HOW TO COMPLETE THIS TASK
Copy each line in the data below that contains the word "canvas".

[Stored data entries]
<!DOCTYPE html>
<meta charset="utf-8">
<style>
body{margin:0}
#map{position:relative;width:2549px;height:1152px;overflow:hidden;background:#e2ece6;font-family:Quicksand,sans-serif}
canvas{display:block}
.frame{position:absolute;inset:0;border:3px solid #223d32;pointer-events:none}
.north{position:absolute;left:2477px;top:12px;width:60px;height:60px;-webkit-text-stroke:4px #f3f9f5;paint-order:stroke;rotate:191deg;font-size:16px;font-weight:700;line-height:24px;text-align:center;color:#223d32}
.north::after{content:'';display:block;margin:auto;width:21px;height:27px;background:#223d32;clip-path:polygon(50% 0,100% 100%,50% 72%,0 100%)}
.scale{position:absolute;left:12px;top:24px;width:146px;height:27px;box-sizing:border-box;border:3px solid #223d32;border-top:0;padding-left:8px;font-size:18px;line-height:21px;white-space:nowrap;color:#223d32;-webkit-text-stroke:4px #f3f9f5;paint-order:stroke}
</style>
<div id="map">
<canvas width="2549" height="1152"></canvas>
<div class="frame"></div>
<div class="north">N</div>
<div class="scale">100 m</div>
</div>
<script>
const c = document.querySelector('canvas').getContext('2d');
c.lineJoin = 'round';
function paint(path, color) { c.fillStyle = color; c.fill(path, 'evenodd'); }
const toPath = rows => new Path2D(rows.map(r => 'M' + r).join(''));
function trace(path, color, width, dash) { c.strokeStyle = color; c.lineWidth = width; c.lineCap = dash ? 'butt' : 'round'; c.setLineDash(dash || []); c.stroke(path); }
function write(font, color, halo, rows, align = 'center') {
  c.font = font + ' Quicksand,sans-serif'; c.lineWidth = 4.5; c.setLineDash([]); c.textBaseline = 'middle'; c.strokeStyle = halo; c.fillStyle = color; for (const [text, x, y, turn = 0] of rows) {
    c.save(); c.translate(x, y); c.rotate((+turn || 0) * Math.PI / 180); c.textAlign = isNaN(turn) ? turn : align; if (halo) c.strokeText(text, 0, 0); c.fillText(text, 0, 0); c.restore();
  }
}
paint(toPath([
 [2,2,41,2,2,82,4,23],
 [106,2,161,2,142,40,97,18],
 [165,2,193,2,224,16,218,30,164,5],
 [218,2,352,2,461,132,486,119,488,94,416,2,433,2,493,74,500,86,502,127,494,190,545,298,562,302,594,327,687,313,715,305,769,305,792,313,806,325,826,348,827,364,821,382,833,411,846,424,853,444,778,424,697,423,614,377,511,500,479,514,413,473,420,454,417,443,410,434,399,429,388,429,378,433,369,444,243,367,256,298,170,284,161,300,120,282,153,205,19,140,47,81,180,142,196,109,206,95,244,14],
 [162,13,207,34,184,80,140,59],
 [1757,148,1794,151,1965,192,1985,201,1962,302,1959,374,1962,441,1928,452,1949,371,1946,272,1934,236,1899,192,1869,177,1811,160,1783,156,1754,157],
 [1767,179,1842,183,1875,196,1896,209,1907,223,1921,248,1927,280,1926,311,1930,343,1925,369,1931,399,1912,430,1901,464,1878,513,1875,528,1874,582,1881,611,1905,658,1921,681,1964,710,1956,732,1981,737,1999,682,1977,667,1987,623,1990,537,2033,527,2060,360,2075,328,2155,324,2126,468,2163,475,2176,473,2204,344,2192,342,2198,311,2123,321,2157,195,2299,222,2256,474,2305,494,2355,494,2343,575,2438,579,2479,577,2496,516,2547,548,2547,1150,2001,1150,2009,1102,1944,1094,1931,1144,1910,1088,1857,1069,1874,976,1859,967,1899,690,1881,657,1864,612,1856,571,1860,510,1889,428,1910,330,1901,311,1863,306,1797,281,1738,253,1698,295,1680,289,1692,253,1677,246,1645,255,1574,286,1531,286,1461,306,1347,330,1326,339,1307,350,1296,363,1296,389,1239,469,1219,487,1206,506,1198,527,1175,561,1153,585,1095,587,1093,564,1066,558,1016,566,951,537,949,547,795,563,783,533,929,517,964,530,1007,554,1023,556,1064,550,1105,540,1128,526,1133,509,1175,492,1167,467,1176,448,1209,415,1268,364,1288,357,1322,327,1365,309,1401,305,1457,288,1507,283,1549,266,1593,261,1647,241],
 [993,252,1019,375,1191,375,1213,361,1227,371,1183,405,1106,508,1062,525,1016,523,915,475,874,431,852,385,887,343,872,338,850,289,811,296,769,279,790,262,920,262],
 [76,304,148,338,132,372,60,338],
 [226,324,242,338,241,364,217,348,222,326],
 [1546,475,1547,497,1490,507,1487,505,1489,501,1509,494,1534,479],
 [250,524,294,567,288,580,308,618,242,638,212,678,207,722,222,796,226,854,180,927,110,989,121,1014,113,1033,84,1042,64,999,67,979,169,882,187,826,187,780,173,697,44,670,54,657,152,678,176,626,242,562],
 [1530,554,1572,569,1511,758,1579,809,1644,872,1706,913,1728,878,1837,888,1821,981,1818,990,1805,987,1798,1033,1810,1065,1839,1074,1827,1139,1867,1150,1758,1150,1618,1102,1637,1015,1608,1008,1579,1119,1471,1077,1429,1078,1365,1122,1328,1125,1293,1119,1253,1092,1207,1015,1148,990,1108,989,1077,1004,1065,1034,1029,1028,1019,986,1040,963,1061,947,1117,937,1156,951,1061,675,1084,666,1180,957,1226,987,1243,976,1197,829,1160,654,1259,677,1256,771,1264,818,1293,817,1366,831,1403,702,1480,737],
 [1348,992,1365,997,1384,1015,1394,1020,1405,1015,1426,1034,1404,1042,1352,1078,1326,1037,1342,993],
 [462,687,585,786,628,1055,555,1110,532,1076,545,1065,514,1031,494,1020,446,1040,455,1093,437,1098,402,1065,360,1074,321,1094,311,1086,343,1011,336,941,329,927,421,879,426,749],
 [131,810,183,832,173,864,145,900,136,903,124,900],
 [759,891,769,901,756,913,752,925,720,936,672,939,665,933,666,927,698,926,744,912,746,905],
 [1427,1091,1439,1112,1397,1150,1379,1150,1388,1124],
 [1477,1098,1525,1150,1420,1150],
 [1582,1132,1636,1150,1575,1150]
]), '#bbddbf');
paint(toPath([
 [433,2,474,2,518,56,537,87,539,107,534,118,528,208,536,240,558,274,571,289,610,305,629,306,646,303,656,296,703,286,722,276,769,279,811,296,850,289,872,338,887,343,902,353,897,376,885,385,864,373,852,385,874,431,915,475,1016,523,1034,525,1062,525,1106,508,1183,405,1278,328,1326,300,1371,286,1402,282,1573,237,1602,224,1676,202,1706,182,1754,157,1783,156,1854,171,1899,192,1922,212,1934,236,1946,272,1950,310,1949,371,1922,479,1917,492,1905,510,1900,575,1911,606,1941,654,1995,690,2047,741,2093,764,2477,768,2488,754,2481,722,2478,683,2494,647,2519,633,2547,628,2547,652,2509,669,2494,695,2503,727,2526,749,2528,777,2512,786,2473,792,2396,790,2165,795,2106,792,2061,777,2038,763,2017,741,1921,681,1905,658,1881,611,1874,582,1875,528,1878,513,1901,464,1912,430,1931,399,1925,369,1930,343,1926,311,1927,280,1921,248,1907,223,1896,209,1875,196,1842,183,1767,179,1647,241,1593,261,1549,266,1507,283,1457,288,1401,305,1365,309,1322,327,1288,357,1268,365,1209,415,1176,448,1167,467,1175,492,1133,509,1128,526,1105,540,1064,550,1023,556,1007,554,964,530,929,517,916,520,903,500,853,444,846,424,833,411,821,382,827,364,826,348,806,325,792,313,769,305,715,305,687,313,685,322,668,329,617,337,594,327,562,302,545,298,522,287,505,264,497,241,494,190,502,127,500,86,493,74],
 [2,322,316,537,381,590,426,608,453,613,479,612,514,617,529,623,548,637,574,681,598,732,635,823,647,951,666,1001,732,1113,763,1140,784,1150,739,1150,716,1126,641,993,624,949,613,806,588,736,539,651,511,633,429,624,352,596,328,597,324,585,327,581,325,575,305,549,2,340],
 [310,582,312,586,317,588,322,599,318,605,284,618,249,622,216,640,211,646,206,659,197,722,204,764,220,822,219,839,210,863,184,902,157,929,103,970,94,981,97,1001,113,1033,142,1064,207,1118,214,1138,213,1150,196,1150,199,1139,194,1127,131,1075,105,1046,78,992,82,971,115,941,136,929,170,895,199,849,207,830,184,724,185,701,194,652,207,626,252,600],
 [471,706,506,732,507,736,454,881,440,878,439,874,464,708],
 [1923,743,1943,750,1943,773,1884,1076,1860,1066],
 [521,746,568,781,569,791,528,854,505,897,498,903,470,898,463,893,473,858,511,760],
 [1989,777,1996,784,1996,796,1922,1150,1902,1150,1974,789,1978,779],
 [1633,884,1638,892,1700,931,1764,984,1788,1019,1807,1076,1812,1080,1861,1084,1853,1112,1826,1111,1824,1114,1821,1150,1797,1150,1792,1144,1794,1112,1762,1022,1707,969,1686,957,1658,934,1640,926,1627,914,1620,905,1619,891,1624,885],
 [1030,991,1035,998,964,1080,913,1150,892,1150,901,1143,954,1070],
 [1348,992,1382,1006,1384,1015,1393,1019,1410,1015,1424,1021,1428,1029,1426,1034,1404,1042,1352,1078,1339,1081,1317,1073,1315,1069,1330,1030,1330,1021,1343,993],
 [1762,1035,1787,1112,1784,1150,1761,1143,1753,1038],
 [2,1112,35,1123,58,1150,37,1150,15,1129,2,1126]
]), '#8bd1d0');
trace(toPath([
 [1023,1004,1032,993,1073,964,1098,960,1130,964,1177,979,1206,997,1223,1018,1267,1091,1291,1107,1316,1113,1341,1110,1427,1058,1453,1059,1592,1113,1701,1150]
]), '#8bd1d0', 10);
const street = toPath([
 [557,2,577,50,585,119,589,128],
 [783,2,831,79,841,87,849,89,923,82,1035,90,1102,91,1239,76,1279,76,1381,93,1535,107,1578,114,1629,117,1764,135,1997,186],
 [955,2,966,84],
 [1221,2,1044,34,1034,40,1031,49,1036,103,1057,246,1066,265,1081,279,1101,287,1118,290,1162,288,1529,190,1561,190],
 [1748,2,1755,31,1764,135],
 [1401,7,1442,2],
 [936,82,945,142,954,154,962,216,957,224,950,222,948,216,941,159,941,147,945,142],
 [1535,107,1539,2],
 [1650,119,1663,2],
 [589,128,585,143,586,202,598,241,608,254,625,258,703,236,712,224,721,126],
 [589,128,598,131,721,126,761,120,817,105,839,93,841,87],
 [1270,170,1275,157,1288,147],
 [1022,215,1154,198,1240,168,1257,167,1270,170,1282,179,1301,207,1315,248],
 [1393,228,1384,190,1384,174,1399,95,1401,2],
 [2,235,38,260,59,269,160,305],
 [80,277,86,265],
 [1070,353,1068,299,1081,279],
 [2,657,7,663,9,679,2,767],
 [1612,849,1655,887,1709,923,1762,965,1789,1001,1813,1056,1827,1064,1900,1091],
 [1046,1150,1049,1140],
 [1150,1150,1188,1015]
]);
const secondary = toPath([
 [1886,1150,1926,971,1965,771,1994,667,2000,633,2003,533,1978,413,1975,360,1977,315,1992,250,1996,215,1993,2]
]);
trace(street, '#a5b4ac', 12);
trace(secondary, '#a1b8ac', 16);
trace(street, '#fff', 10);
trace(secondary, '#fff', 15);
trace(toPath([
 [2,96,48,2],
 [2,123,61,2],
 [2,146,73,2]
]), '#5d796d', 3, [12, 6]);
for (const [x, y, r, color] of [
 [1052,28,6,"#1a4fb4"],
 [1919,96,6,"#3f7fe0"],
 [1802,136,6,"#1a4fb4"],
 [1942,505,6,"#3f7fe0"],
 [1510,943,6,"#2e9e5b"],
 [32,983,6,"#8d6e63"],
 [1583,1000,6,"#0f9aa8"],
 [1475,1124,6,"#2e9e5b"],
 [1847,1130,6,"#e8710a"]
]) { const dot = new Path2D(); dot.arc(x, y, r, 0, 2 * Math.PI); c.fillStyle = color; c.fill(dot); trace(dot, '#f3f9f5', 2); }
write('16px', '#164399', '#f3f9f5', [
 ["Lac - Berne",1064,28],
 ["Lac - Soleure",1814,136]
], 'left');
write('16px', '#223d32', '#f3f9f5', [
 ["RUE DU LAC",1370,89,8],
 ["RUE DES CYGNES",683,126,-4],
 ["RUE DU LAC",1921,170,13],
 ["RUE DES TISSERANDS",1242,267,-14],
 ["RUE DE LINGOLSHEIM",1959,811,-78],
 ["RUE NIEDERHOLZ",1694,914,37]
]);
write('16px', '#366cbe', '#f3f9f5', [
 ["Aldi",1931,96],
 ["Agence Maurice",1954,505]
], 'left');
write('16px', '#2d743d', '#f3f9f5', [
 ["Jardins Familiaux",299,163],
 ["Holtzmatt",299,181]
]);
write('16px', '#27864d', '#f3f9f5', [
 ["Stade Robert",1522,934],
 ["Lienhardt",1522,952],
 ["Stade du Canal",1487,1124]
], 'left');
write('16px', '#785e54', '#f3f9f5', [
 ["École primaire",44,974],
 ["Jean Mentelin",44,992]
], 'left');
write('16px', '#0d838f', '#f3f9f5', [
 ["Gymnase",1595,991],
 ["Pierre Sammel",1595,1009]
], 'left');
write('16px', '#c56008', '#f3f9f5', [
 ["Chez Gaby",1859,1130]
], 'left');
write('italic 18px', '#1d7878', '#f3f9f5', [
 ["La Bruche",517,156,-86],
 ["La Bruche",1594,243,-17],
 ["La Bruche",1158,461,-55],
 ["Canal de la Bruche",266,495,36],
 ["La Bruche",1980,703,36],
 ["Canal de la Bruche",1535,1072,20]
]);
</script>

EXERCISE ANSWER
canvas{display:block}
<canvas width="2549" height="1152"></canvas>
const c = document.querySelector('canvas').getContext('2d');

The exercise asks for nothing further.